She used her favorite color – purple – in many places, but found that purple flowers looked invisible if planted too near the purple house.

Over the course of several years, Lighthipe also discovered that the combination of hungry deer and specimen plants worked well for the deer but not for the plants.

After many attempts to discourage the animals with repellent sprays, she finally installed deer fencing last year.

The house and garden grew simultaneously. Two years ago, her mother, Nannette Lighthipe, moved into a newly built addition, bringing most of the plants from her former garden.

Now the weirdly contorted branches of a Harry Lauder’s walking stick shrub are the focal point of one of the new beds that surround the expanded house.

And Mrs. Lighthipe’s collection of Crocosmia (montbretia), roses, and hostas has settled in nicely.

Mrs. Lighthipe also brought with her a large piece of garden art. “The Wizard” is a whimsical 20-foot-tall figure that Pennsylvania chain-saw artist Rick Boni carved from the trunk of an oak tree that had been struck by lightning.

Clad in a flowing wooden robe that hides a squirrels’ nest, the giant wooden magician looms over a small waterfall and ornamental pond filled with bright goldfish.

Sometimes the carved owl that peeks out from the folds of the robe is joined by a live heron that casts hungry eyes on the darting fish in the pond.

Gardening has spurred Mindy Lighthipe’s interest in the cycles of insect life, and many of her paintings depict specific insects with their food and host plants.

The garden is convenient to her home studio, where she spends the majority of her teaching time, and is a plentiful source of subject material for her art: Three kinds of milkweed tempt bright orange monarch butterflies, and a Dutchman’s pipe vine draws dusky pipe-vine swallowtails. Butternut trees play host to the
ferocious-looking hickory horned devil caterpillar, the larval form of the regal moth. The native waterlilies in the pond attract dragonflies.

Lighthipe’s garden picture is also colored by environmental awareness, and about half the plants are native species.

She and her husband have fought a pitched battle against invasive plants, even replacing insect-friendly butterfly bushes, which self-seed aggressively in her area, with native plants that attract the same butterflies.

A shady flower bed on one side of the property showcases native columbine, trillium, wild ginger, May apple, and Virginia bluebells, while the graceful, arching stems of Solomon’s seal surround a tree in front of the house.

Shooting star, a northeastern wildflower with distinctive backswept petals, blooms by the pond.

The sunny beds that hug the property’s perimeter are full of oakleaf hydrangea, bee balm, jack-in-the-pulpit, and ironweed.

Since the deer fence went up, Ms. Lighthipe has dotted the open space on the back half of the lot with redbud, viburnum, catalpa, and dogwood saplings.
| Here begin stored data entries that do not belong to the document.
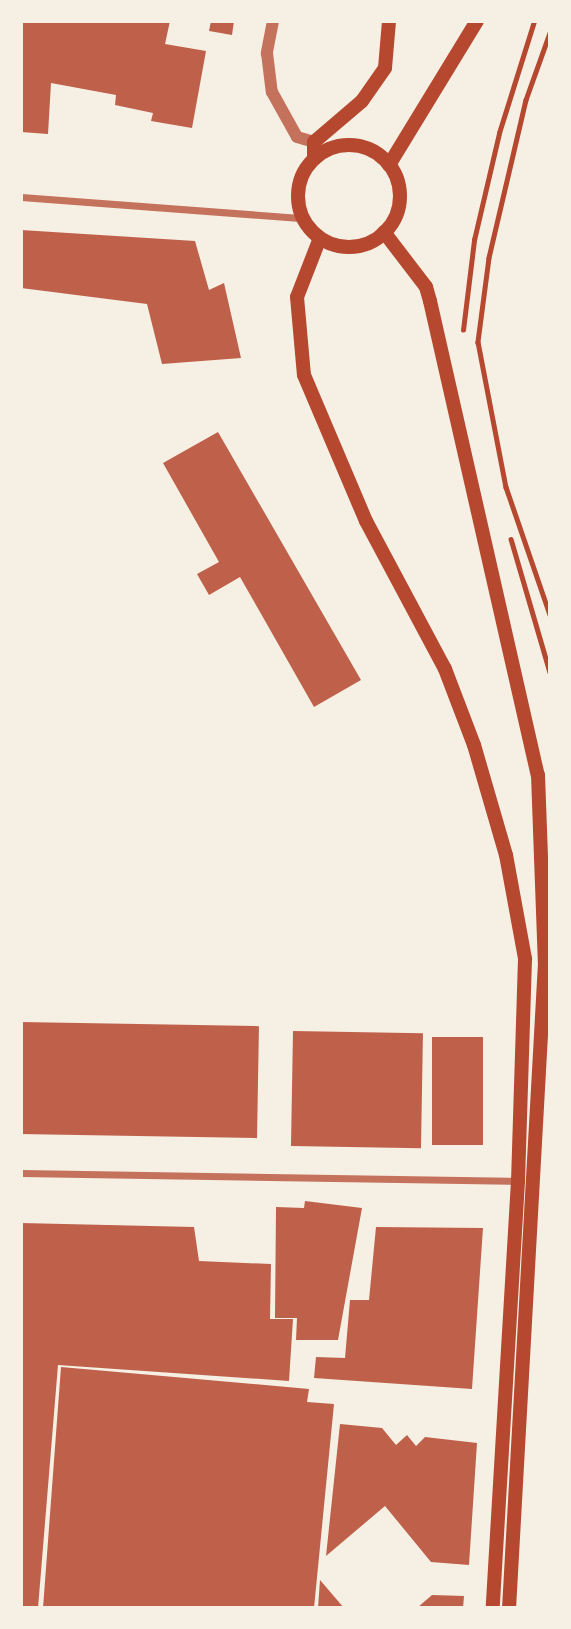 <!DOCTYPE html>
<html>
<head>
<meta charset="utf-8">
<style>
  body { margin:0 }
  #map { position:relative; width:571px; height:1629px; overflow:hidden; background:#f6efe4; font-family:Arial,sans-serif }
  div>[style] { position:absolute }
  .building>* { inset:0; background:#bf614a; transform-origin:0 0 }
  .path>* { height:4.5px; margin:-2.25px; padding:0 2.25px; transform-origin:2.25px; border-radius:2.25px; background:#b5482f }
  .minor>* { height:7px; margin:-3.5px; padding:0 3.5px; transform-origin:3.5px; border-radius:3.5px; background:#c5725c }
  .tertiary>* { height:12px; margin:-6px; padding:0 6px; transform-origin:6px; border-radius:6px; background:#c5725c }
  .secondary>* { height:14px; margin:-7px; padding:0 7px; transform-origin:7px; border-radius:7px; background:#b5482f }
  .secondary>.ring { margin:-7px; padding:0; box-sizing:content-box; background:none; border:14px solid #b5482f; border-radius:50% }
  span { translate:-50% -50%; white-space:nowrap; text-align:center; line-height:1.15; -webkit-text-stroke:7px #f6efe4; paint-order:stroke }
  .frame { position:absolute; inset:0; border:23px solid #f6efe4; pointer-events:none }
</style>
</head>
<body>
<div id="map">
  <div class="building">
    <i style="clip-path:polygon(21px 21px,170px 21px,165px 44px,206px 51px,192px 128px,151px 121px,153px 113px,115px 105px,116px 95px,51px 83px,48px 134px,21px 132px)"></i>
    <i style="clip-path:polygon(211px 21px,234px 21px,232px 35px,209px 31px)"></i>
    <i style="clip-path:polygon(21px 230px,195px 241px,209px 290px,224px 283px,241px 358px,162px 364px,147px 304px,21px 288px)"></i>
    <i style="clip-path:polygon(218px 432px,361px 680px,314px 707px,240px 577px,209px 595px,197px 574px,219px 562px,163px 463px)"></i>
    <i style="left:21px;top:1022px;width:238px;height:112px;rotate:1deg"></i>
    <i style="left:293px;top:1031px;width:130px;height:115px;rotate:1deg"></i>
    <i style="left:432px;top:1037px;width:51px;height:108px"></i>
    <i style="clip-path:polygon(305px 1201px,362px 1208px,338px 1340px,296px 1340px,297px 1318px,275px 1318px,276px 1207px,304px 1208px)"></i>
    <i style="clip-path:polygon(21px 1223px,194px 1227px,199px 1261px,271px 1264px,270px 1319px,293px 1319px,289px 1381px,58px 1365px,38px 1608px,21px 1608px)"></i>
    <i style="clip-path:polygon(376px 1227px,483px 1228px,472px 1389px,314px 1378px,316px 1357px,345px 1358px,350px 1300px,369px 1300px)"></i>
    <i style="clip-path:polygon(61px 1367px,309px 1389px,307px 1402px,334px 1404px,314px 1608px,43px 1608px)"></i>
    <i style="clip-path:polygon(340px 1424px,382px 1428px,396px 1445px,407px 1435px,416px 1446px,425px 1437px,477px 1443px,469px 1565px,431px 1562px,385px 1506px,326px 1556px)"></i>
    <i style="clip-path:polygon(320px 1580px,344px 1608px,318px 1608px)"></i>
    <i style="clip-path:polygon(432px 1595px,464px 1596px,463px 1608px,417px 1608px)"></i>
  </div>
  <div class="path">
    <i style="left:550px;top:33px;width:71px;rotate:109.7deg"></i>
    <i style="left:526px;top:100px;width:162px;rotate:103.2deg"></i>
    <i style="left:489px;top:258px;width:85px;rotate:97.5deg"></i>
    <i style="left:478px;top:342px;width:148px;rotate:79.1deg"></i>
    <i style="left:506px;top:487px;width:135px;rotate:71deg"></i>
    <i style="left:463px;top:330px;width:91px;rotate:-83deg"></i>
    <i style="left:474px;top:240px;width:110px;rotate:-76.8deg"></i>
    <i style="left:499px;top:133px;width:117px;rotate:-72.6deg"></i>
    <i style="left:511px;top:539px;width:139px;rotate:73.7deg"></i>
  </div>
  <div class="minor">
    <i style="left:21px;top:197px;width:283px;rotate:4.3deg"></i>
    <i style="left:21px;top:1173px;width:496px;rotate:0.9deg"></i>
  </div>
  <div class="tertiary">
    <i style="left:273px;top:21px;width:33px;rotate:101deg"></i>
    <i style="left:267px;top:53px;width:39px;rotate:83deg"></i>
    <i style="left:272px;top:92px;width:51px;rotate:60.9deg"></i>
    <i style="left:297px;top:137px;width:18px;rotate:16deg"></i>
  </div>
  <div class="secondary">
    <i class="ring" style="left:298px;top:145px;width:88px;height:88px"></i>
    <i style="left:314px;top:159px;width:17px;rotate:-90deg"></i>
    <i style="left:314px;top:142px;width:63px;rotate:-40.5deg"></i>
    <i style="left:362px;top:101px;width:40px;rotate:-55.1deg"></i>
    <i style="left:385px;top:68px;width:47px;rotate:-85.1deg"></i>
    <i style="left:389px;top:165px;width:169px;rotate:-58.6deg"></i>
    <i style="left:384px;top:232px;width:69px;rotate:52.6deg"></i>
    <i style="left:426px;top:287px;width:15px;rotate:74deg"></i>
    <i style="left:430px;top:301px;width:486px;rotate:77.2deg"></i>
    <i style="left:538px;top:775px;width:188px;rotate:87.9deg"></i>
    <i style="left:545px;top:963px;width:646px;rotate:93.19deg"></i>
    <i style="left:320px;top:238px;width:63px;rotate:111.3deg"></i>
    <i style="left:297px;top:297px;width:78px;rotate:84.9deg"></i>
    <i style="left:304px;top:375px;width:159px;rotate:67deg"></i>
    <i style="left:366px;top:521px;width:168px;rotate:61.9deg"></i>
    <i style="left:445px;top:669px;width:81px;rotate:69.1deg"></i>
    <i style="left:474px;top:745px;width:115px;rotate:73.8deg"></i>
    <i style="left:506px;top:855px;width:106px;rotate:79.6deg"></i>
    <i style="left:525px;top:959px;width:222px;rotate:91.8deg"></i>
    <i style="left:518px;top:1181px;width:428px;rotate:93.4deg"></i>
  </div>
  <div class="frame"></div>
</div>
</body>
</html>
Not all the invasives have been banished. A previous owner planted a swathe of tall, nearly indestructible bamboo plants that is now 50 feet long and dominates the rear of the property. Every spring the couple thins out at least 200 canes to check the bamboo’s rapid spread.
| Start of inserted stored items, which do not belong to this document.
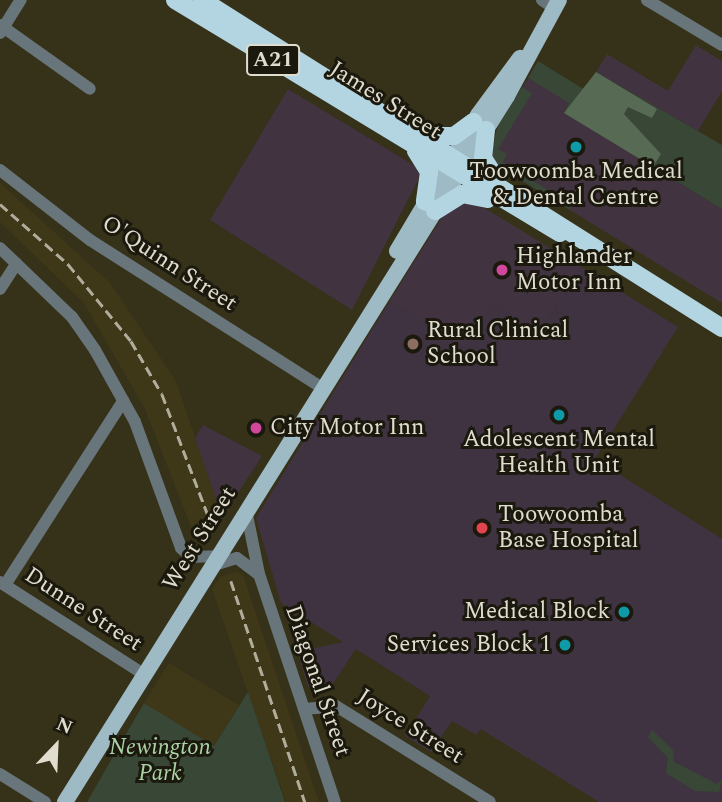 <!DOCTYPE html>
<style>
body{margin:0}
#map{position:relative;width:722px;height:802px;overflow:hidden;background:#363119;font-family:Spectral,serif}
div>[style]{position:absolute}
.commercial>*{inset:0;background:#413340}
.built>*{inset:0;background:#3f3818}
.medical>*{inset:0;background:#403341}
.green>*{inset:0;background:#394737}
.forest>*{inset:0;background:#576a53}
.minor>*{height:12px;margin:-6px;padding:0 6px;transform-origin:6px;border-radius:6px;background:#68757a}
.major>*{height:16px;margin:-8px;padding:0 8px;transform-origin:8px;border-radius:8px;background:#9ebac4}
.highway>*{height:18px;margin:-9px;padding:0 9px;transform-origin:9px;border-radius:9px;background:#b3d5e1}
.rail>*{height:2.5px;margin-top:-1.25px;transform-origin:0;background:repeating-linear-gradient(90deg,#b1ad9d 0 10px,transparent 0 15px)}
.dots>*{width:19px;height:19px;translate:-50% -50%;box-sizing:border-box;border:4px solid #1b190e;border-radius:50%}
span{translate:-50% -50%;white-space:nowrap;text-align:center;line-height:1.15;-webkit-text-stroke:6px #1b190e;paint-order:stroke}
.shield-label span{padding:2px 5px;background:#1b190e;border:2px solid;border-radius:5px;-webkit-text-stroke-width:0}
.shield-label{font-size:21px;color:#e0ddcf;font-weight:700}
.street-label{font-size:23px;color:#e0ddcf}
.poi-label{font-size:23px;color:#e0ddcf}
.left{translate:0 -50%;text-align:left}
.right{translate:-100% -50%;text-align:right}
.park-label{font-size:23px;color:#acd2a6;font-style:italic}
.north{position:absolute;left:21px;top:711px;width:70px;height:70px;-webkit-text-stroke:5px #1b190e;paint-order:stroke;rotate:23deg;font-size:19px;font-weight:700;line-height:28px;text-align:center;color:#e0ddcf}
.north::after{content:'';display:block;margin:auto;width:24px;height:32px;background:#e0ddcf;clip-path:polygon(50% 0,100% 100%,50% 72%,0 100%)}
</style>
<div id="map">
<div class="commercial">
<div style="clip-path:polygon(696px 45px,722px 61px,722px 91px,698px 131px,596px 72px,607px 54px,668px 91px)"></div>
<div style="clip-path:polygon(528px 78px,570px 103px,564px 113px,722px 209px,722px 303px,501px 168px,491px 153px,498px 125px)"></div>
<div style="clip-path:polygon(288px 89px,415px 166px,420px 176px,352px 310px,210px 220px)"></div>
<div style="clip-path:polygon(464px 202px,483px 207px,581px 267px,540px 333px,464px 348px,389px 302px,444px 214px)"></div>
<div style="clip-path:polygon(203px 425px,262px 456px,222px 518px,195px 438px)"></div>
</div>
<div class="built">
<div style="clip-path:polygon(0 183px,110px 283px,176px 381px,222px 518px,216px 527px,194px 534px,145px 409px,84px 303px,0 222px)"></div>
<div style="clip-path:polygon(236px 572px,243px 575px,319px 802px,286px 802px,212px 589px,220px 577px)"></div>
<div style="clip-path:polygon(169px 663px,239px 705px,214px 746px,144px 703px)"></div>
</div>
<div class="medical">
<div style="clip-path:polygon(581px 267px,678px 327px,595px 459px,722px 539px,722px 802px,599px 802px,481px 729px,476px 735px,452px 721px,431px 752px,405px 736px,430px 696px,356px 649px,330px 688px,308px 687px,297px 652px,343px 642px,281px 603px,256px 518px,389px 302px,464px 348px,492px 303px,540px 333px)"></div>
</div>
<div class="green">
<div style="clip-path:polygon(538px 61px,585px 90px,596px 72px,722px 145px,722px 209px,564px 113px,569px 103px,528px 78px)"></div>
<div style="clip-path:polygon(522px 87px,532px 93px,498px 149px,507px 154px,503px 162px,572px 205px,570px 210px,501px 168px,491px 153px,498px 125px)"></div>
<div style="clip-path:polygon(248px 692px,285px 802px,87px 802px,144px 703px,214px 746px)"></div>
<div style="clip-path:polygon(652px 730px,673px 750px,674px 762px,717px 784px,722px 779px,719px 792px,695px 791px,666px 773px,668px 758px,648px 737px)"></div>
</div>
<div class="forest">
<div style="clip-path:polygon(596px 72px,657px 109px,652px 118px,628px 107px,624px 114px,661px 154px,653px 167px,564px 113px)"></div>
</div>
<div class="minor">
<div style="left:542px;top:0;width:14px;rotate:34deg"></div>
<div style="left:647px;top:0;width:87px;rotate:31deg"></div>
<div style="left:0;top:25px;width:110px;rotate:35.4deg"></div>
<div style="left:0;top:33px;width:39px;rotate:-58deg"></div>
<div style="left:0;top:170px;width:114px;rotate:37.9deg"></div>
<div style="left:90px;top:240px;width:274px;rotate:32.5deg"></div>
<div style="left:0;top:248px;width:100px;rotate:43.8deg"></div>
<div style="left:72px;top:317px;width:40px;rotate:55.1deg"></div>
<div style="left:95px;top:350px;width:82px;rotate:60.9deg"></div>
<div style="left:135px;top:422px;width:134px;rotate:69.9deg"></div>
<div style="left:181px;top:548px;width:13px;rotate:42deg"></div>
<div style="left:191px;top:557px;width:25px;rotate:-2deg"></div>
<div style="left:0;top:289px;width:30px;rotate:-57deg"></div>
<div style="left:246px;top:510px;width:65px;rotate:78.5deg"></div>
<div style="left:259px;top:574px;width:240px;rotate:71.6deg"></div>
<div style="left:211px;top:566px;width:27px;rotate:-17deg"></div>
<div style="left:237px;top:558px;width:26px;rotate:37deg"></div>
<div style="left:0;top:582px;width:169px;rotate:32.7deg"></div>
<div style="left:5px;top:585px;width:219px;rotate:-57.3deg"></div>
<div style="left:304px;top:709px;width:32px;rotate:-5deg"></div>
<div style="left:336px;top:706px;width:181px;rotate:31.9deg"></div>
<div style="left:0;top:774px;width:53px;rotate:31.9deg"></div>
</div>
<div class="major">
<div style="left:397px;top:251px;width:158px;rotate:-59.2deg"></div>
<div style="left:478px;top:115px;width:71px;rotate:-53.6deg"></div>
<div style="left:65px;top:802px;width:833px;rotate:-57.95deg"></div>
<div style="left:507px;top:96px;width:109px;rotate:-61.6deg"></div>
</div>
<div class="highway">
<div style="left:175px;top:0;width:450px;rotate:31.2deg"></div>
<div style="left:202px;top:0;width:615px;rotate:32.24deg"></div>
<div style="left:486px;top:130px;width:28px;rotate:96deg"></div>
<div style="left:483px;top:158px;width:24px;rotate:57deg"></div>
<div style="left:425px;top:136px;width:29px"></div>
<div style="left:454px;top:136px;width:24px;rotate:-36deg"></div>
<div style="left:416px;top:151px;width:25px;rotate:58deg"></div>
<div style="left:429px;top:172px;width:30px;rotate:98deg"></div>
<div style="left:435px;top:211px;width:32px;rotate:-32deg"></div>
<div style="left:462px;top:194px;width:26px;rotate:11deg"></div>
</div>
<div class="rail">
<div style="left:0;top:204px;width:91px;rotate:41.4deg"></div>
<div style="left:68px;top:264px;width:99px;rotate:50.7deg"></div>
<div style="left:131px;top:341px;width:61px;rotate:59.7deg"></div>
<div style="left:162px;top:394px;width:147px;rotate:69.2deg"></div>
<div style="left:231px;top:581px;width:233px;rotate:71.5deg"></div>
</div>
<div class="dots">
<div style="left:576px;top:147px;background:#0f9aa8"></div>
<div style="left:502px;top:270px;background:#d1479c"></div>
<div style="left:413px;top:344px;background:#8d6e63"></div>
<div style="left:559px;top:415px;background:#0f9aa8"></div>
<div style="left:256px;top:428px;background:#d1479c"></div>
<div style="left:482px;top:528px;background:#e0444e"></div>
<div style="left:624px;top:612px;background:#0f9aa8"></div>
<div style="left:565px;top:645px;background:#0f9aa8"></div>
</div>
<div class="shield-label">
<span style="left:273px;top:60px">A21</span>
</div>
<div class="street-label">
<span style="left:385px;top:101px;rotate:32deg">James Street</span>
<span style="left:169px;top:264px;rotate:33deg">O'Quinn Street</span>
<span style="left:200px;top:539px;rotate:-58deg">West Street</span>
<span style="left:83px;top:610px;rotate:33deg">Dunne Street</span>
<span style="left:317px;top:681px;rotate:71deg">Diagonal Street</span>
<span style="left:410px;top:727px;rotate:32deg">Joyce Street</span>
</div>
<div class="poi-label">
<span style="left:576px;top:185px">Toowoomba Medical<br>&amp; Dental Centre</span>
<span class="left" style="left:516px;top:270px">Highlander<br>Motor Inn</span>
<span class="left" style="left:427px;top:344px">Rural Clinical<br>School</span>
<span class="left" style="left:270px;top:428px">City Motor Inn</span>
<span style="left:559px;top:453px">Adolescent Mental<br>Health Unit</span>
<span class="left" style="left:498px;top:528px">Toowoomba<br>Base Hospital</span>
<span class="right" style="left:610px;top:612px">Medical Block</span>
<span class="right" style="left:551px;top:645px">Services Block 1</span>
</div>
<div class="park-label">
<span style="left:160px;top:761px">Newington<br>Park</span>
</div>
<div class="north">N</div>
</div>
Over the past few years, the garden has expanded to include food for humans as well as wildlife. Herbs and raspberry canes soak up sun by the swimming pool.

The vegetable garden contains a selection of Mr. Annicchiarico’s favorite hot peppers, plus an impressive rhubarb plant. This year, the couple has also added an asparagus bed.

A few months ago, Lighthipe became a licensed beekeeper and added a boxy hive to the outdoor decor. Honeybees buzz in and out of the new addition, which sits in a protected spot not far from her mother’s plantings.

This landscape is a work in progress, and in some areas the plants are just getting started. So is Mindy Lighthipe, who plans to sculpt paths that will meander from the front half of the property to new “areas of interest” at the rear.

Plans are also in the works for a bog or wetland garden. “The more lawn I get rid of, the better it seems,” she says, adding that she will always hold on to a little grassy space for boccie games and other outdoor activities.

Change is the one constant in the Lighthipe horticultural picture, where all the elements of the artist’s life and career come together. Her mother and husband help with the chores, and her father’s ashes rest beneath the dogwood tree. The family’s cats and dog have the run of the property.

Butterflies and flowers seem to fly from the garden directly to the studio, where their portraits line the walls.

Art and life have grown inseparable.